What the task asks:
Every line below that holds the string "linecap" must be copied.

Source data:
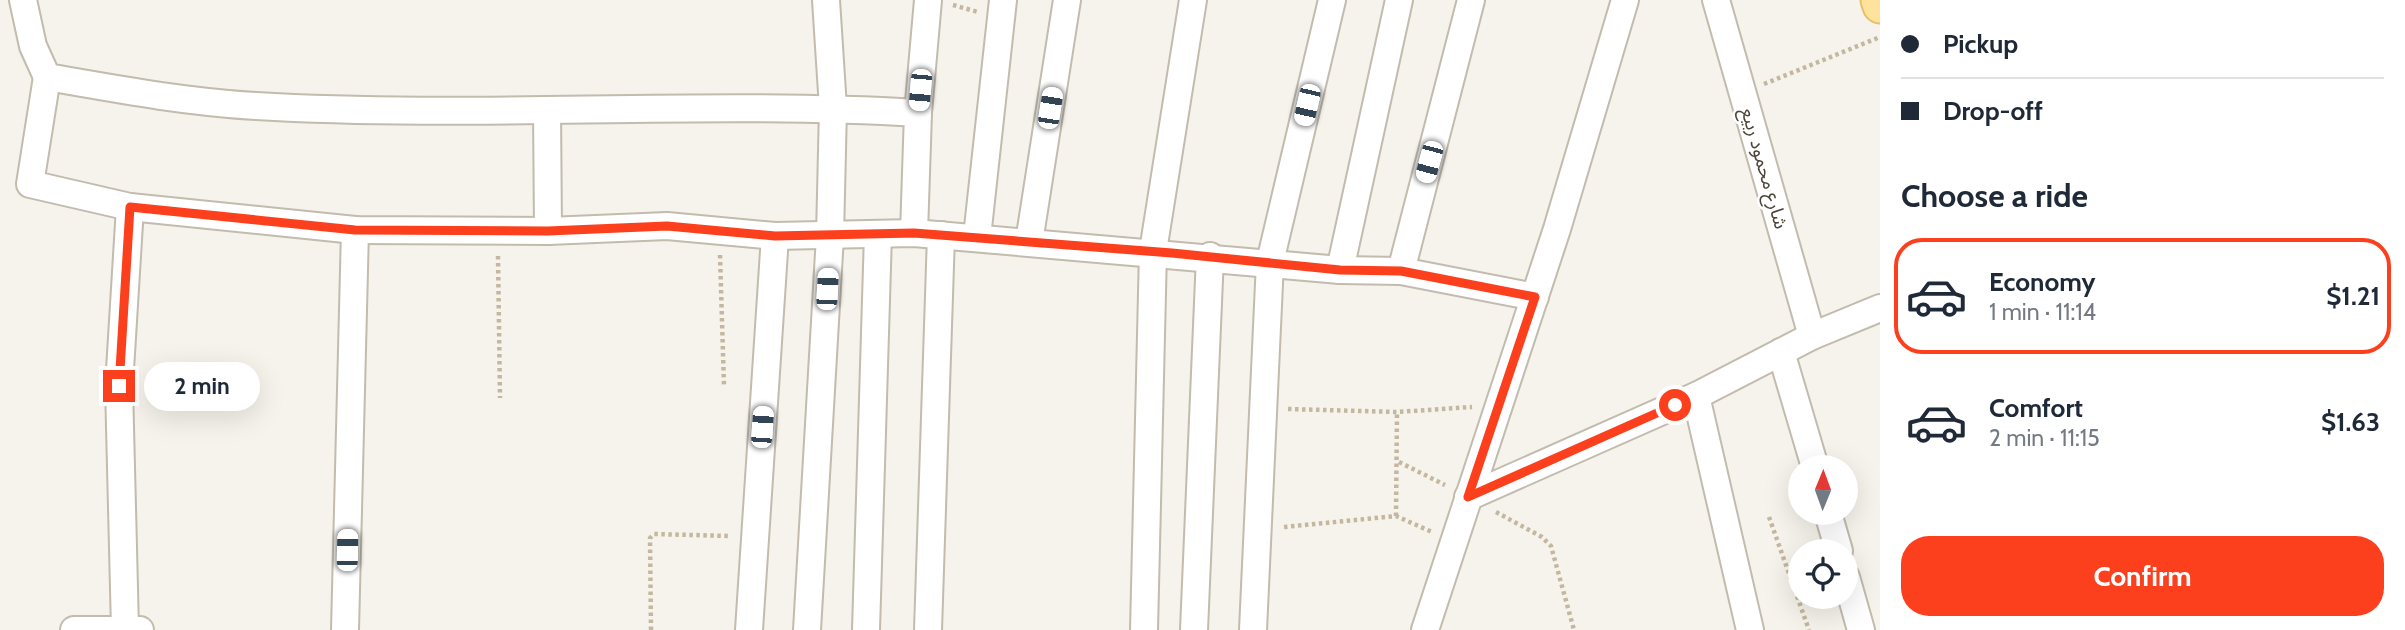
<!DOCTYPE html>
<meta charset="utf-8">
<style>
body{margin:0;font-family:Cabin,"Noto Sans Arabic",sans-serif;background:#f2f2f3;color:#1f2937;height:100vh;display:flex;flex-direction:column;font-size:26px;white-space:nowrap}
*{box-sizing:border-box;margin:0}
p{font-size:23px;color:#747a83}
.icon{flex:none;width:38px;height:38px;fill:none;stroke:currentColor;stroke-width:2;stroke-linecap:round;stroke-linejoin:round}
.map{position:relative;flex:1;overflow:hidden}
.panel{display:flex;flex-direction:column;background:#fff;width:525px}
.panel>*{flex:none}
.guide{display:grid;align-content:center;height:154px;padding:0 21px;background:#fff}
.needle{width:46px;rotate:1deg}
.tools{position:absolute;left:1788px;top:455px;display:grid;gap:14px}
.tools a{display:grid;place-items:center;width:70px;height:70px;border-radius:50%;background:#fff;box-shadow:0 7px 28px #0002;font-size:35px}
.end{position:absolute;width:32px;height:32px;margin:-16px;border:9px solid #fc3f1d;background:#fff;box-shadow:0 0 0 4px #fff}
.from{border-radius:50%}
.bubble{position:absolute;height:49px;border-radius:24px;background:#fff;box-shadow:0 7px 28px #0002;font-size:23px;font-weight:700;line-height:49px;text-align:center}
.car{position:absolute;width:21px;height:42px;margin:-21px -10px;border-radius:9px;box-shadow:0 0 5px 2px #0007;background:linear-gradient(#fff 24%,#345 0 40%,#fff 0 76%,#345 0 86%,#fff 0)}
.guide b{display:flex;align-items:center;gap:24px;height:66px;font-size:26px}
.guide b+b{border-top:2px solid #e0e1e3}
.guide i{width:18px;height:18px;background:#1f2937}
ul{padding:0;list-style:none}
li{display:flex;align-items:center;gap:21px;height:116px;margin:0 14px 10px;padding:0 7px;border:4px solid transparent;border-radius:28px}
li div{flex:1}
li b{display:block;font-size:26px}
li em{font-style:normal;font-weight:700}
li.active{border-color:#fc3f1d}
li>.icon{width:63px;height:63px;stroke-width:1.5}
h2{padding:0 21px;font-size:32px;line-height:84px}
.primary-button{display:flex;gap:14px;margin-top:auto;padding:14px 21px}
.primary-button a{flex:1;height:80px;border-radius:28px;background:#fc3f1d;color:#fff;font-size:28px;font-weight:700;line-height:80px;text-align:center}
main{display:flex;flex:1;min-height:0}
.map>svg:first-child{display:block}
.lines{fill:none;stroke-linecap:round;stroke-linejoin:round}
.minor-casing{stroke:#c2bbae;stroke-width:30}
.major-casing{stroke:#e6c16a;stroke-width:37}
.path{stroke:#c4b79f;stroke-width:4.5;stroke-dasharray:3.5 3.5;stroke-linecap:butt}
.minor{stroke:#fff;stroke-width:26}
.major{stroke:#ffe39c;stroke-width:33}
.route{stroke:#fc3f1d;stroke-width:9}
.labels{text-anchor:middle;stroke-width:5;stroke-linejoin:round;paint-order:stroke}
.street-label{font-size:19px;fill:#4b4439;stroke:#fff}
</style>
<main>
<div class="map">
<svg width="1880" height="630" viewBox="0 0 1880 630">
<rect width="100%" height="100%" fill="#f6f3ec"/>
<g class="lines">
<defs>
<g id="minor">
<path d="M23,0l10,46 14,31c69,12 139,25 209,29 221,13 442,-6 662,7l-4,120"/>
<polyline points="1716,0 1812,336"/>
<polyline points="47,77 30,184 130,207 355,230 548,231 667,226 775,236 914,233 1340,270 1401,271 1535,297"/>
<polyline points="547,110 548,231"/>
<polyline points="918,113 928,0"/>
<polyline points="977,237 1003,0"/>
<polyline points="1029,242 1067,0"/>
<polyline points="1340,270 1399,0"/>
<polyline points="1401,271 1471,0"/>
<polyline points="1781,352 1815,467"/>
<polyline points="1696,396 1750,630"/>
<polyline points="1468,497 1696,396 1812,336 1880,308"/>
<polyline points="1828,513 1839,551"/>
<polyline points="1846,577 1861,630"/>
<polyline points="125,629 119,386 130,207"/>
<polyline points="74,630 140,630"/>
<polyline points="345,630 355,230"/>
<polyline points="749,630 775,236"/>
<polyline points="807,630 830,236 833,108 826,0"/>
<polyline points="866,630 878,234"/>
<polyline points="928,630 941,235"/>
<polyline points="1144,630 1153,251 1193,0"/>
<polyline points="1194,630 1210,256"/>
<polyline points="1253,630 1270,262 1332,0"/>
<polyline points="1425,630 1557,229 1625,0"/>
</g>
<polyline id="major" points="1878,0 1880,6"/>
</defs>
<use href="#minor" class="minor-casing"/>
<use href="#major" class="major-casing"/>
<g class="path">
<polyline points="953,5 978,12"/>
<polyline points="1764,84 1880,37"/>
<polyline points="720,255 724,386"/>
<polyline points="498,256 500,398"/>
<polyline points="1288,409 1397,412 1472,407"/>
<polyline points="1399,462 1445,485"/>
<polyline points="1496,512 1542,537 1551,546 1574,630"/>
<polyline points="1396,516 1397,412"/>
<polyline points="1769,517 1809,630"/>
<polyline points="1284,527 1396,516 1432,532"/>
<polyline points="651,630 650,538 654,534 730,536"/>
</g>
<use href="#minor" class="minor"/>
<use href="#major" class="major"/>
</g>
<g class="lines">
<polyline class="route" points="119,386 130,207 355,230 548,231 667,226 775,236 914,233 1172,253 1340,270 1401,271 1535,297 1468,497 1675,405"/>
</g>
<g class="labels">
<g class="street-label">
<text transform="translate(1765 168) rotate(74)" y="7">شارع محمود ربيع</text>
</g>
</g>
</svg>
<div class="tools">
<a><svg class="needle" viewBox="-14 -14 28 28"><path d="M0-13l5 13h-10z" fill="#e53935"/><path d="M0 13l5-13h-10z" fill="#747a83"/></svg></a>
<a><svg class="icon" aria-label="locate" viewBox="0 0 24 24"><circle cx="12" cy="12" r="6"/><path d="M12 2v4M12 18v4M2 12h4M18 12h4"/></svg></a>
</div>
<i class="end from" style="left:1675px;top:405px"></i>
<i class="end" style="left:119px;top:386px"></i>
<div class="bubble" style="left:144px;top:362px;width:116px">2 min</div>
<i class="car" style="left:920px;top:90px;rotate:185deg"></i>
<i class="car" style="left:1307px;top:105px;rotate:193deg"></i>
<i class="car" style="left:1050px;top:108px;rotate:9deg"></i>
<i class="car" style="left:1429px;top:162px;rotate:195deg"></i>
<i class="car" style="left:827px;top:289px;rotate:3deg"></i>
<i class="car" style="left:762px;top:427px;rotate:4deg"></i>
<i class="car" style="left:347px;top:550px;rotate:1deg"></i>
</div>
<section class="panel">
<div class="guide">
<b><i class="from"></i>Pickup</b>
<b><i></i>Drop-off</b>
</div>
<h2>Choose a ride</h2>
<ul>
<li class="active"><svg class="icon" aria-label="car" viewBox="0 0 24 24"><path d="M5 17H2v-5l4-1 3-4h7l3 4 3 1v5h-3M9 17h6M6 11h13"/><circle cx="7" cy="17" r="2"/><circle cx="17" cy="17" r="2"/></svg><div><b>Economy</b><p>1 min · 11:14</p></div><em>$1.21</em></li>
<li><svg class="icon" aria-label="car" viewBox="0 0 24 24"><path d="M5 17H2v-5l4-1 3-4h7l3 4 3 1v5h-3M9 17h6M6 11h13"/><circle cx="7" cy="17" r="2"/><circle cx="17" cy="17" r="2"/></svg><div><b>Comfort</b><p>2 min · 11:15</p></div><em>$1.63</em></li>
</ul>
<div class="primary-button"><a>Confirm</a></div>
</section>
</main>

Result:
.icon{flex:none;width:38px;height:38px;fill:none;stroke:currentColor;stroke-width:2;stroke-linecap:round;stroke-linejoin:round}
.lines{fill:none;stroke-linecap:round;stroke-linejoin:round}
.path{stroke:#c4b79f;stroke-width:4.5;stroke-dasharray:3.5 3.5;stroke-linecap:butt}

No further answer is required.